Question

Draw a circle center O and radius 6 cm. Construct a pair of tangents from a point 10 cm a part of its center. Also measure the length of tangents drawn.

Answer 1

Given : A circle center O and radius 6 cm. 

Also a point P at distance of 10 cm from the center of the circle.

Steps of construction :

(1) First of all we draw a circle with center O and radius 6 cm.

(2) Take a point P part of 10 cm from O. Join OP.

(3) Draw a perpendicular bisector of OP that intersects OP at M.

(4) Taking M as center and radius OM = OP. draw a circle which intersects the given circle at T₁ and T₂.

(5) Join PT₁ and PT₂ which are the required tangents.

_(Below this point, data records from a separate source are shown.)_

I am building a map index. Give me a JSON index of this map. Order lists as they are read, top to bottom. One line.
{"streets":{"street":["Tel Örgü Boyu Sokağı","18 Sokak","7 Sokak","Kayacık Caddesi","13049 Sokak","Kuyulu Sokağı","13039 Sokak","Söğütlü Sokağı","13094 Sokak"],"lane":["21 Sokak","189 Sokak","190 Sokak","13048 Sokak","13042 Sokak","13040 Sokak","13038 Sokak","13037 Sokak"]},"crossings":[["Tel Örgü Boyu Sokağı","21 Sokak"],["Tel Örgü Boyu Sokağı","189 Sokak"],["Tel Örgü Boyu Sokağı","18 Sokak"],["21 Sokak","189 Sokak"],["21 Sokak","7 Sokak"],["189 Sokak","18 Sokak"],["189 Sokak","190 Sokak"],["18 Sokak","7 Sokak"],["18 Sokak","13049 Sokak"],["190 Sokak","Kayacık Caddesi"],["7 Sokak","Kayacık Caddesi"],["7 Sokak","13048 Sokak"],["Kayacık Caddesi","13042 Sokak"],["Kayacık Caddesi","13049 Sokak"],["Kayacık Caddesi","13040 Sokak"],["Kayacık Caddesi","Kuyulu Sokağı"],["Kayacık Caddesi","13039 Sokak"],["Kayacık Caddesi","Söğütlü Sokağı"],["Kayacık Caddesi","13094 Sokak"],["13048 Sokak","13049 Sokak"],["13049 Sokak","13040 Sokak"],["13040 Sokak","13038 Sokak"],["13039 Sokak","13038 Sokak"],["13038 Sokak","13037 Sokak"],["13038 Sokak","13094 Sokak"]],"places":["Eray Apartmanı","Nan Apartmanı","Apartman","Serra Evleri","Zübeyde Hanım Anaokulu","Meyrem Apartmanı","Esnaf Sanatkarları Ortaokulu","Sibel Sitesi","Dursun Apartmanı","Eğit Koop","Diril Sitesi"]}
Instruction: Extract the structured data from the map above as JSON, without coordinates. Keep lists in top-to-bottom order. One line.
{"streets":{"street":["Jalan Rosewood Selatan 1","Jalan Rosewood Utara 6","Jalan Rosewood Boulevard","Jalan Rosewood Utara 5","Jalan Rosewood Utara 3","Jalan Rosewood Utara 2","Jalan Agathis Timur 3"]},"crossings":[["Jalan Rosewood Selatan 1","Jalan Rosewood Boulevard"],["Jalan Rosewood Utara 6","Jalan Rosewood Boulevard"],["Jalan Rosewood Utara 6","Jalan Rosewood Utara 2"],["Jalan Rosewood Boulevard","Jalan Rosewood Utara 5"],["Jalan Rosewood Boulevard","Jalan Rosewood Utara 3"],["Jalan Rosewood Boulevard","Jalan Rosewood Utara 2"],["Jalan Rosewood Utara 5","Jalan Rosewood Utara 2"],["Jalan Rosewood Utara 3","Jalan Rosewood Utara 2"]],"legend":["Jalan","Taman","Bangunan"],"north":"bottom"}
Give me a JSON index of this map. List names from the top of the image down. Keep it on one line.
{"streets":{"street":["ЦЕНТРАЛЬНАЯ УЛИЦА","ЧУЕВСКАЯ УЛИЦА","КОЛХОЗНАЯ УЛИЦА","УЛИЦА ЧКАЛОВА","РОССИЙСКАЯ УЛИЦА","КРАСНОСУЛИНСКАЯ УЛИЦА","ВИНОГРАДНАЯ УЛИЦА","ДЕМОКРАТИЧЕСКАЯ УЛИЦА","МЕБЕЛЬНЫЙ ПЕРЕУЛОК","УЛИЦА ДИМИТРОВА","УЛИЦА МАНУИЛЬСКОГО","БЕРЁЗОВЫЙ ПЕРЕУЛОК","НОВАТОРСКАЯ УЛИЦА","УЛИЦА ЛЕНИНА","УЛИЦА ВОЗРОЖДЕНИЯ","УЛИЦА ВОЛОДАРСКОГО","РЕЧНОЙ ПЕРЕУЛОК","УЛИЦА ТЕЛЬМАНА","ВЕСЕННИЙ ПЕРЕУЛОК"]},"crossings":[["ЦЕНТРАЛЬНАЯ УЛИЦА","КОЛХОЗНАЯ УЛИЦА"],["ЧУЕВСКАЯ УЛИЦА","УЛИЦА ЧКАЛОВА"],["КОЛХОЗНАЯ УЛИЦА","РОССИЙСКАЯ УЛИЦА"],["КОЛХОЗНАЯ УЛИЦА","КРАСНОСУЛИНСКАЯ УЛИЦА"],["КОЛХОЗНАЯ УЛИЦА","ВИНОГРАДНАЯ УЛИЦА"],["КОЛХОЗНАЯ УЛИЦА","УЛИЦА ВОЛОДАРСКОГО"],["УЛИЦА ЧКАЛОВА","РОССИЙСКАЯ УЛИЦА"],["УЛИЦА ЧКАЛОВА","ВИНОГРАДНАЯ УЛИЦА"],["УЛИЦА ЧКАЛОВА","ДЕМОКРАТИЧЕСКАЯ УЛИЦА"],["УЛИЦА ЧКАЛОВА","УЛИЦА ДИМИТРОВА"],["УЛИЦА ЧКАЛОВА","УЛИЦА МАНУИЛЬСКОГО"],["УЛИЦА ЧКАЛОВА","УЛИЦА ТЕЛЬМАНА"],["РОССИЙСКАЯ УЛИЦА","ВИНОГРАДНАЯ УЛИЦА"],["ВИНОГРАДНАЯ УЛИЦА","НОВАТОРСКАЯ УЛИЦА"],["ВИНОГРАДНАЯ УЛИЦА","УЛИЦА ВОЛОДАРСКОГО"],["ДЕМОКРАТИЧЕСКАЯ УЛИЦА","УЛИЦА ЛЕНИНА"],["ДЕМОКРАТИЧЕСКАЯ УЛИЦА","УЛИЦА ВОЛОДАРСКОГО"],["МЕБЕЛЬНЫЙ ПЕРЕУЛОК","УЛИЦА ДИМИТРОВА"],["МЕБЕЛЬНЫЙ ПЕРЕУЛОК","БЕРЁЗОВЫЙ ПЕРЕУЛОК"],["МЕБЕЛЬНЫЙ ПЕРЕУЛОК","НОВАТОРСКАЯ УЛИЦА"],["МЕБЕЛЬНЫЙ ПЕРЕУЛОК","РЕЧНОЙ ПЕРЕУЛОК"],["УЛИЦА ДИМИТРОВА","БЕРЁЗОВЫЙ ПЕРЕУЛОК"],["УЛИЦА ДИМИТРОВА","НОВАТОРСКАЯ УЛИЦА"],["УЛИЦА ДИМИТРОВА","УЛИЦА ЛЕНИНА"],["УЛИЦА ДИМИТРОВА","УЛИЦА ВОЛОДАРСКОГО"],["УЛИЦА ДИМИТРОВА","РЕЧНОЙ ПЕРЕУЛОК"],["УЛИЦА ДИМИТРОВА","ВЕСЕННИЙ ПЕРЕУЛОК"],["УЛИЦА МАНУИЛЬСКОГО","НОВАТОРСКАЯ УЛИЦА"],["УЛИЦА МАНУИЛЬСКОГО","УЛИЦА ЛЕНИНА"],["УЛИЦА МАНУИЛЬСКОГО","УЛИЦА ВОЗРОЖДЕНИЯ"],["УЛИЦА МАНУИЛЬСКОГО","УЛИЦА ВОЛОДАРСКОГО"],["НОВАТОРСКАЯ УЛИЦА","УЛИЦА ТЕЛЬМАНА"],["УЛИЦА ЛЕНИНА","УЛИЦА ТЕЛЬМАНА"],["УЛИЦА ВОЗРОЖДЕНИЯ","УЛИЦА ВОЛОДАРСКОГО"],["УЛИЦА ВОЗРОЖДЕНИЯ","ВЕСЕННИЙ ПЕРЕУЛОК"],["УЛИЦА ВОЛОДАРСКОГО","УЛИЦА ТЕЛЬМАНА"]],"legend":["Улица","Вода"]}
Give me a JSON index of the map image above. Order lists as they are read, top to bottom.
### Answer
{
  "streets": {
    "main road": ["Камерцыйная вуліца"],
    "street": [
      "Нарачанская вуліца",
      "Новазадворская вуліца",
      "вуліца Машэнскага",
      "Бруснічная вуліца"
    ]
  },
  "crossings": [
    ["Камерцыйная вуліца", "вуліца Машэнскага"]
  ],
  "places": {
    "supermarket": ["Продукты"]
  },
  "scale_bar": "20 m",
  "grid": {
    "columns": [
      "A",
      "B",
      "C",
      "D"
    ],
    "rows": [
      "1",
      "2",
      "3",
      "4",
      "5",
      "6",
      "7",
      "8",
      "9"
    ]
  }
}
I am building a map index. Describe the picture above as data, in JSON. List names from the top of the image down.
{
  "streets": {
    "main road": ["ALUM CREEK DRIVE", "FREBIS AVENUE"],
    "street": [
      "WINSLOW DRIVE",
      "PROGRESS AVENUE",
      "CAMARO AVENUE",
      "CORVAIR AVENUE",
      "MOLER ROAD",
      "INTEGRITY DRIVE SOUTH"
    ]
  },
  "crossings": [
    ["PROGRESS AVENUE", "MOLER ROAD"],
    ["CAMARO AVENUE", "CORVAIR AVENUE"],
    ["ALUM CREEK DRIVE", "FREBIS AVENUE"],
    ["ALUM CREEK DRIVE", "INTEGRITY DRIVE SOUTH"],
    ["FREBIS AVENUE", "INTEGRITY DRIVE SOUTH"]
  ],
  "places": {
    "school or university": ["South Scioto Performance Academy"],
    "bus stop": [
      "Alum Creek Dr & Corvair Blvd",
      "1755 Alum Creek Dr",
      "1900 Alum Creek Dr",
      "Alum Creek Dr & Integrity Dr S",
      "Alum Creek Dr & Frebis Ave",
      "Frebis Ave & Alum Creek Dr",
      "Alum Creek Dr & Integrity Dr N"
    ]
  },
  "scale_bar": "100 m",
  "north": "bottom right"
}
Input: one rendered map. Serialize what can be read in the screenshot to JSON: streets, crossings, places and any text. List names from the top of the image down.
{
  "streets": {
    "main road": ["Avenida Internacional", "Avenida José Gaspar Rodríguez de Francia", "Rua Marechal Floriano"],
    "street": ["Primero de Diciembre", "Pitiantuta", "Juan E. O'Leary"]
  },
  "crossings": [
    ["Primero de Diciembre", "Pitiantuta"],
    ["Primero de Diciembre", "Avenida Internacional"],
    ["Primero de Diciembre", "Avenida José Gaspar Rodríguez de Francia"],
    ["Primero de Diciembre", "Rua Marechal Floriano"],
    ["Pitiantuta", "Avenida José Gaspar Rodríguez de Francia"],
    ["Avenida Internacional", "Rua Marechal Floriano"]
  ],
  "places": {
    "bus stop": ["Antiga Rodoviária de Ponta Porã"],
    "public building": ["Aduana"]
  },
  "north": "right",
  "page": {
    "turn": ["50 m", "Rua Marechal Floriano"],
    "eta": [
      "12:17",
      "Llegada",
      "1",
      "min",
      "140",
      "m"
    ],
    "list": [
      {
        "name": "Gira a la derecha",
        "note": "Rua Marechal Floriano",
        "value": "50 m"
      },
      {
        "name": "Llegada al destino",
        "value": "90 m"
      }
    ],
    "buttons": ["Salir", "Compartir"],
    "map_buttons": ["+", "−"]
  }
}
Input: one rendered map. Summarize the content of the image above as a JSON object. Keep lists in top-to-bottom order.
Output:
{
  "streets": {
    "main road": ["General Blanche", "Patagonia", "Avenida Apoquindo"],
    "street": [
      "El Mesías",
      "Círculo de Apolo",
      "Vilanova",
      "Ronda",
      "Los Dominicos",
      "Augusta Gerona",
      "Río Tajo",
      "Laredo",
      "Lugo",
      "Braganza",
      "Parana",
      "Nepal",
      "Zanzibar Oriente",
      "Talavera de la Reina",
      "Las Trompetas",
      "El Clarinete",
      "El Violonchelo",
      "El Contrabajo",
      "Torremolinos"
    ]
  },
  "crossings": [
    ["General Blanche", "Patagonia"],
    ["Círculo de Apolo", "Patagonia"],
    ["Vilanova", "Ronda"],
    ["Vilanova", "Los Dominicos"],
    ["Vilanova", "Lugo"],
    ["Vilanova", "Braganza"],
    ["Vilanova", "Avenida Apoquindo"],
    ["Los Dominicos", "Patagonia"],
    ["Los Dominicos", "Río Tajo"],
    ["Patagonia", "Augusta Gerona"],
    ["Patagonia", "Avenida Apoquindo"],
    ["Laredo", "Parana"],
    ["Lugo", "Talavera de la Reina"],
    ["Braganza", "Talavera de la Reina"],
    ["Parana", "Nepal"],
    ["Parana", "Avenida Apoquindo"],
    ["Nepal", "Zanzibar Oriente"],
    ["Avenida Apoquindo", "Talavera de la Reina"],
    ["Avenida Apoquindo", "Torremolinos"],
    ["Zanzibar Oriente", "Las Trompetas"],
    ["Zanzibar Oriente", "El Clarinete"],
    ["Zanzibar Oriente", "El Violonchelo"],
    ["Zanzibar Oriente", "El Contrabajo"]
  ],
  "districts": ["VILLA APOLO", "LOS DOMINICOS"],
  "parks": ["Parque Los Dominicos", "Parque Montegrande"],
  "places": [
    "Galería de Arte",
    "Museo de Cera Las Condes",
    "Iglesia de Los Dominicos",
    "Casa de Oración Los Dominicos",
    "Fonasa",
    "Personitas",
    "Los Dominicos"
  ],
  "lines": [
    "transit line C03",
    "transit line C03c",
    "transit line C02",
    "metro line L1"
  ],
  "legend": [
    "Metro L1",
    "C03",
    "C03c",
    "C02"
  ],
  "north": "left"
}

Proof : We know that a tangent is the perpendicular on the point of contact.

∴ ∠OT₁P = ∠OT₂P = 90°

Now, Join OT₁ and OT₂, In the circle OT₁, PT₂ OP is diameter.

∴ ∠OT₁P is the angle of semicircle.

∴ ∠OT₁P = 90°

Similarly ∠OT₂P = 90°

Hence, PT₁ and PT₂ are the tangents to the given circle.

On measuring, we get

PT₁ = PT₂ = 8.0 cm